Enigszins ongemakkelijk sta ik met een stapeltje papieren in mijn hand. Ik moet tekenen voor ontvangst en voor akkoord. Het zijn de spullen voor mijn eerste leaseauto ever. Naast me staan drie mannen, waarvan er een de sleutels en de papieren uitdeelt en twee met hetzelfde vraagtekengezicht wachten op de verdeling, zoals ik. Er is geen keuze, we hebben een proeftijd, dus worden auto’s uitgedeeld die nog in het leasecontract zitten. We kijken elkaar aan en om de een of andere reden denken we hardop. “Een Alfa Romeo,” zegt de een. “Een Mercedes?”, verwondert de ander. “Ik heb een Peugeot,” stamel ik. De poolauto’s zijn gelukkig niet beplakt met stickers van het bedrijf waar we dan welgeteld drie uur werken.

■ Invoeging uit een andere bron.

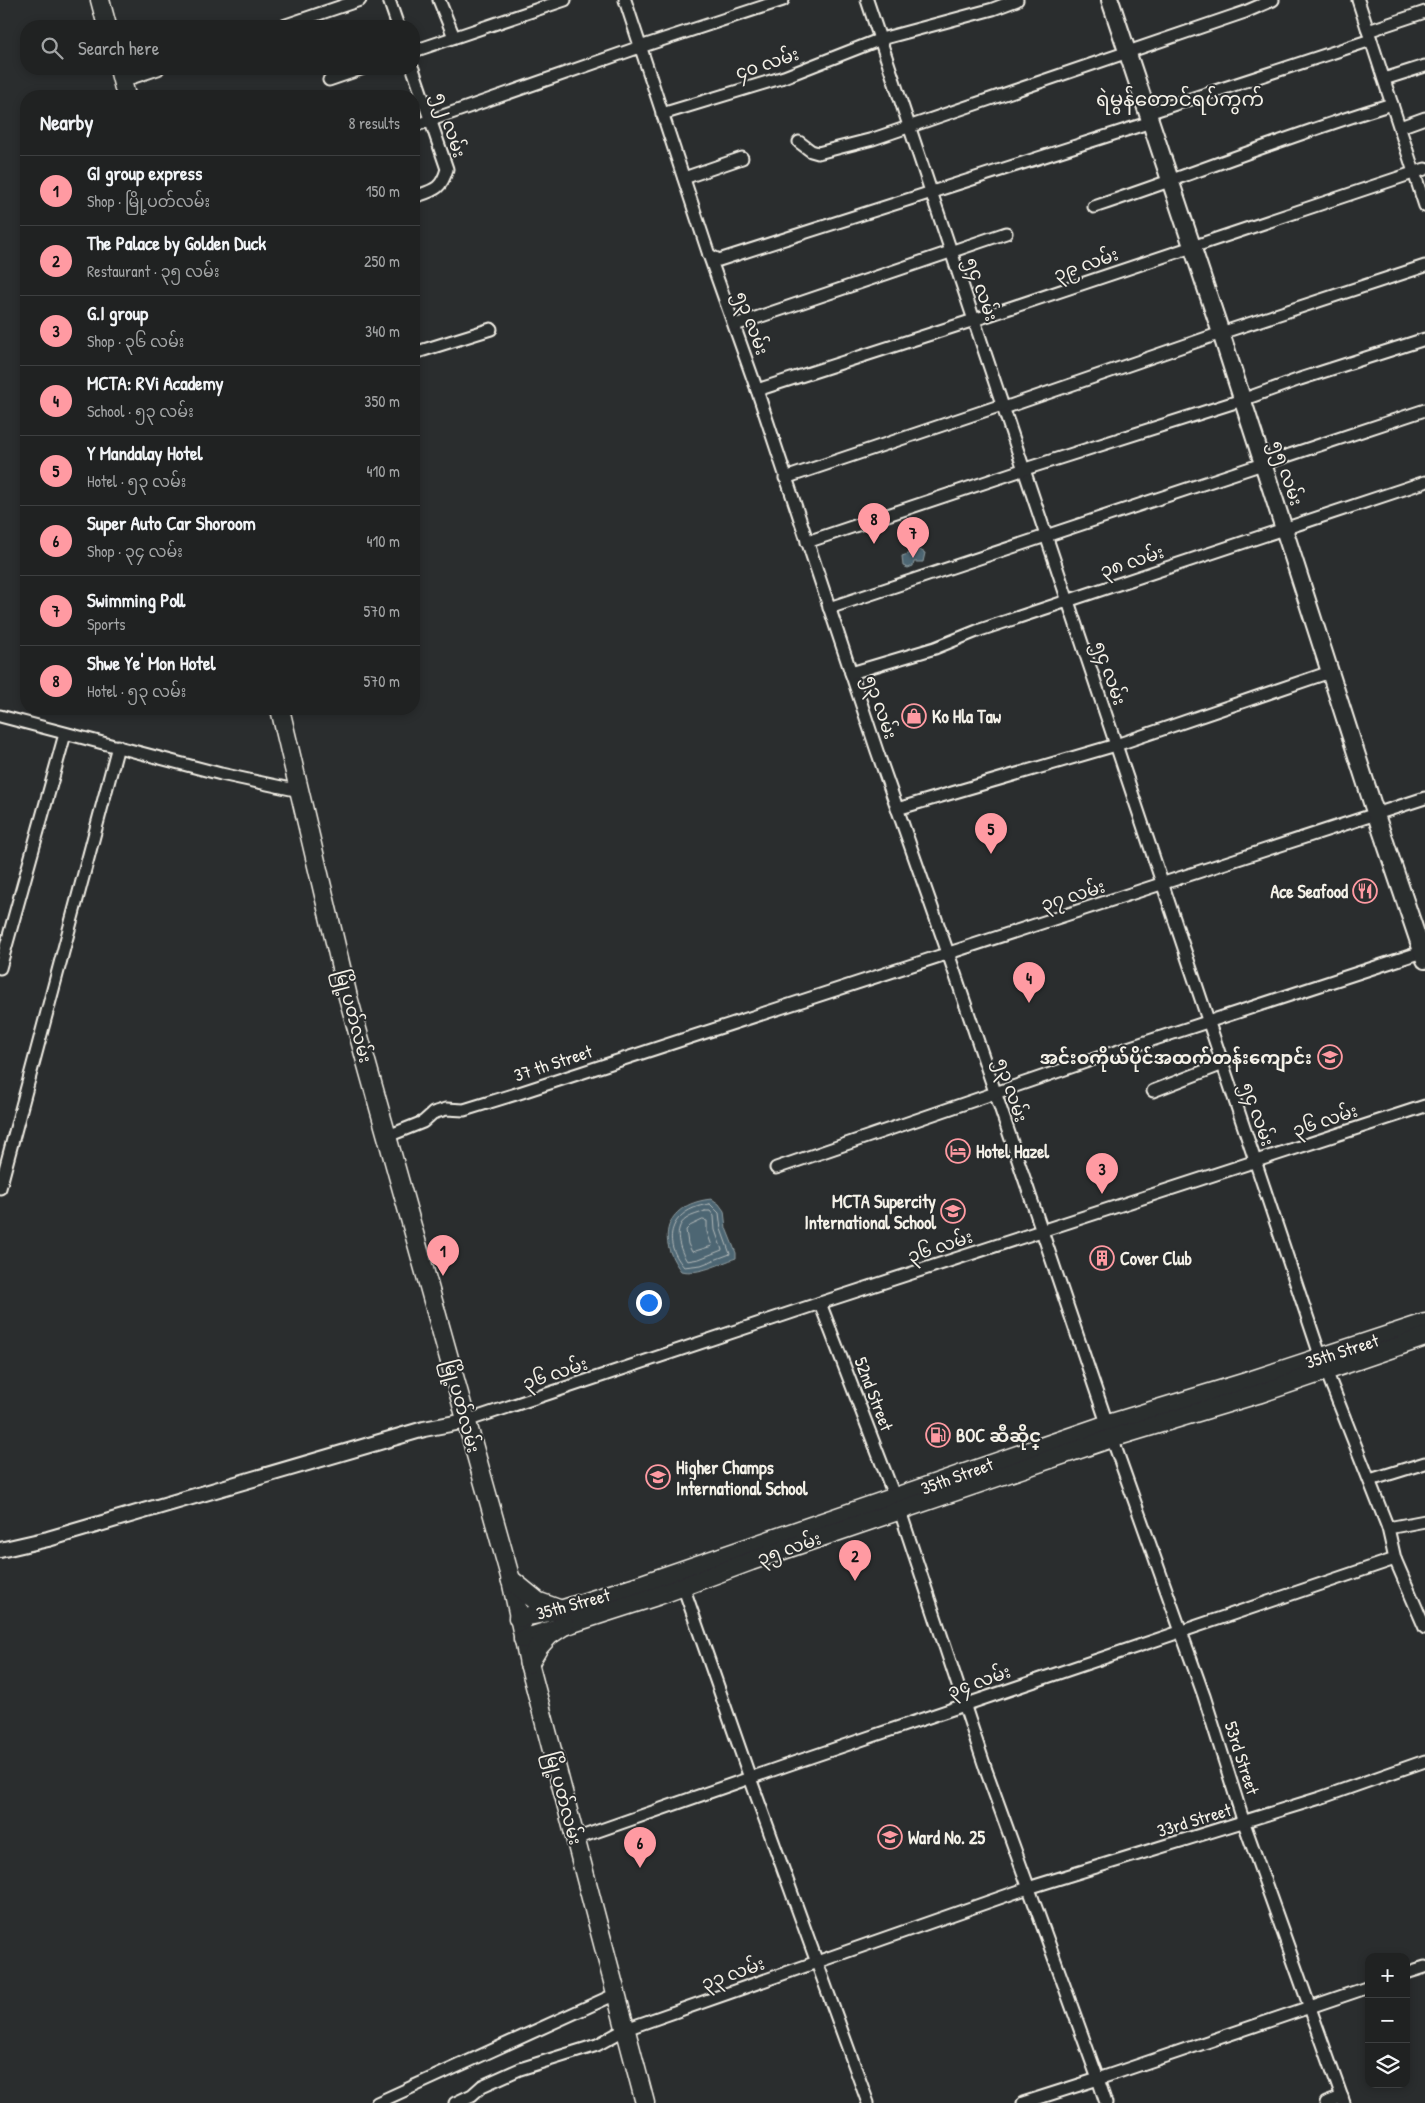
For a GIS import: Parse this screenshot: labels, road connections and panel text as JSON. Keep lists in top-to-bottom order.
{
  "streets": {
    "main road": [
      "၅၅ လမ်း",
      "မြို့ပတ်လမ်း",
      "35th Street",
      "၃၅ လမ်း"
    ],
    "street": [
      "၄၀ လမ်း",
      "၅၂ လမ်း",
      "၃၉ လမ်း",
      "၅၄ လမ်း",
      "၅၃ လမ်း",
      "၃၈ လမ်း",
      "၃၇ လမ်း",
      "37 th Street",
      "၃၆ လမ်း",
      "52nd Street",
      "၃၄ လမ်း",
      "53rd Street",
      "33rd Street",
      "၃၃ လမ်း"
    ]
  },
  "crossings": [
    ["၄၀ လမ်း", "၅၄ လမ်း"],
    ["၄၀ လမ်း", "၅၃ လမ်း"],
    ["၃၉ လမ်း", "၅၄ လမ်း"],
    ["၃၉ လမ်း", "၅၃ လမ်း"],
    ["၃၉ လမ်း", "၅၅ လမ်း"],
    ["၅၄ လမ်း", "၃၈ လမ်း"],
    ["၅၄ လမ်း", "၃၇ လမ်း"],
    ["၅၄ လမ်း", "၃၆ လမ်း"],
    ["၅၄ လမ်း", "35th Street"],
    ["၅၄ လမ်း", "၃၄ လမ်း"],
    ["၅၃ လမ်း", "၃၈ လမ်း"],
    ["၅၃ လမ်း", "၃၇ လမ်း"],
    ["၅၃ လမ်း", "၃၆ လမ်း"],
    ["၅၃ လမ်း", "35th Street"],
    ["၅၃ လမ်း", "၃၅ လမ်း"],
    ["၅၃ လမ်း", "53rd Street"],
    ["၅၅ လမ်း", "၃၈ လမ်း"],
    ["၅၅ လမ်း", "၃၇ လမ်း"],
    ["၃၇ လမ်း", "37 th Street"],
    ["မြို့ပတ်လမ်း", "37 th Street"],
    ["မြို့ပတ်လမ်း", "၃၆ လမ်း"],
    ["မြို့ပတ်လမ်း", "35th Street"],
    ["မြို့ပတ်လမ်း", "၃၄ လမ်း"],
    ["မြို့ပတ်လမ်း", "၃၃ လမ်း"],
    ["၃၆ လမ်း", "52nd Street"],
    ["35th Street", "52nd Street"],
    ["35th Street", "၃၅ လမ်း"],
    ["35th Street", "53rd Street"],
    ["52nd Street", "၃၅ လမ်း"],
    ["52nd Street", "၃၄ လမ်း"],
    ["52nd Street", "33rd Street"],
    ["52nd Street", "၃၃ လမ်း"],
    ["၃၅ လမ်း", "53rd Street"],
    ["၃၄ လမ်း", "53rd Street"],
    ["53rd Street", "33rd Street"],
    ["33rd Street", "၃၃ လမ်း"]
  ],
  "districts": ["ရဲမွန်တောင်ရပ်ကွက်"],
  "places": {
    "shop": ["Ko Hla Taw"],
    "restaurant": ["Ace Seafood"],
    "school or university": [
      "အင်းဝကိုယ်ပိုင်အထက်တန်းကျောင်း",
      "MCTA Supercity International School",
      "Higher Champs International School",
      "Ward No. 25"
    ],
    "hotel": ["Hotel Hazel"],
    "building": ["Cover Club"],
    "fuel station": ["BOC ဆီဆိုင္"]
  },
  "page": {
    "search": "Search here",
    "heading": ["Nearby", "8 results"],
    "list": [
      {
        "mark": "1",
        "name": "GI group express",
        "note": "Shop · မြို့ပတ်လမ်း",
        "value": "150 m"
      },
      {
        "mark": "2",
        "name": "The Palace by Golden Duck",
        "note": "Restaurant · ၃၅ လမ်း",
        "value": "250 m"
      },
      {
        "mark": "3",
        "name": "G.I group",
        "note": "Shop · ၃၆ လမ်း",
        "value": "340 m"
      },
      {
        "mark": "4",
        "name": "MCTA: RVi Academy",
        "note": "School · ၅၃ လမ်း",
        "value": "350 m"
      },
      {
        "mark": "5",
        "name": "Y Mandalay Hotel",
        "note": "Hotel · ၅၃ လမ်း",
        "value": "410 m"
      },
      {
        "mark": "6",
        "name": "Super Auto Car Shoroom",
        "note": "Shop · ၃၄ လမ်း",
        "value": "410 m"
      },
      {
        "mark": "7",
        "name": "Swimming Poll",
        "note": "Sports",
        "value": "570 m"
      },
      {
        "mark": "8",
        "name": "Shwe Ye' Mon Hotel",
        "note": "Hotel · ၅၃ လမ်း",
        "value": "570 m"
      }
    ],
    "pins": [
      "8",
      "7",
      "5",
      "4",
      "3",
      "1",
      "2",
      "6"
    ],
    "map_buttons": ["+", "−"]
  }
}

Ik moet twee keer kijken, maar het is echt waar: ik heb een station variant van de Peugeot 207 gekregen. Nou ja, gekregen, de bijtelling is niet mis. Categorie energiezuinig en goedkoop in de bijtelling: nein.
Mannenbemoeienis
Plotseling hebben de mannen in mijn leven een mening over zaken waar ik net aan begin te wennen. Mijn wederhelft legt me uit hoe de ruitenwissers weer uit moeten als de zon doorbreekt na een bui. Mijn broer zet de chauffeursstoel in leasestand: “Leaserijders zitten toch altijd heel erg onderuit gezakt?” en een goede vriend denkt ongevraagd hardop: “Het is wel een beetje een gelovige brave bak he, waar je nu in rondrijdt.”
Bij de eerste tankbeurt kijk ik vier keer of ik de goede slang met ‘Diesel’ er op in de auto steek. Tijdens het speuren naar het nummer van de pomp komen er ongeveer acht motormuizen achter en naast me staan die uiteraard stilstaand even extra hun motor aanblazen. Bij het afrekenen met de tankpas tik ik wel de goede pincode in, maar kies ik verkeerd bij ‘Vervangende auto?’ (Ja), waardoor ik de kilometerstand niet door kan voeren. Bij terugkomst bij de Franse vijfdeurs begint er een kerel (met helm, dus onherkenbaar, dus flauw) heel luid ‘Ja ja ja, meisjes … met rode haren ..’ te zingen. Ik klim snel in de onderuitgezakte stoel en doe mijn best beheerst weg te rijden.
Ruit eruit?
Ineens zie ik een ster in mijn voorruit. Ik denk direct aan de medewerkers van dat roodgele bedrijf waar echte werknemers reclame maken en voel de angst om er een in het echt te moeten ontmoeten. Of dat ik over vijftien minuten een hele grote barst in mijn voorruit heb. Hoe zit het eigenlijk met het oliepeil, vraag ik me af. Moet ik dat nu ineens zelf in de gaten gaan houden? En als de bandjes te zacht zijn, wat dan? Heb ik eigenlijk wel een fluorescerend hesje in de achterbak liggen voor als ik pech krijg? Een reserveband verwisselen, dat hoorde toch niet bij mijn rijexamen?
Met mijn nieuwe baan hoor ik plotseling bij een groep in de samenleving waar ik zo lang mogelijk niet bij wilde horen: de leaserijders. Deze auto is te duur om zelf te kopen en toch te simpel in uitvoering om verliefd op te worden. Aan de andere kant: ik had niet graag willen ruilen met mijn nieuwbakken collega en zijn zilveren Mercedes. Met leer op de stoelen zo blauw als de Vicks Blue snoepjes. Wij gaan het best leuk hebben de komende proeftijd. Mijn Peugeot 207 en ik.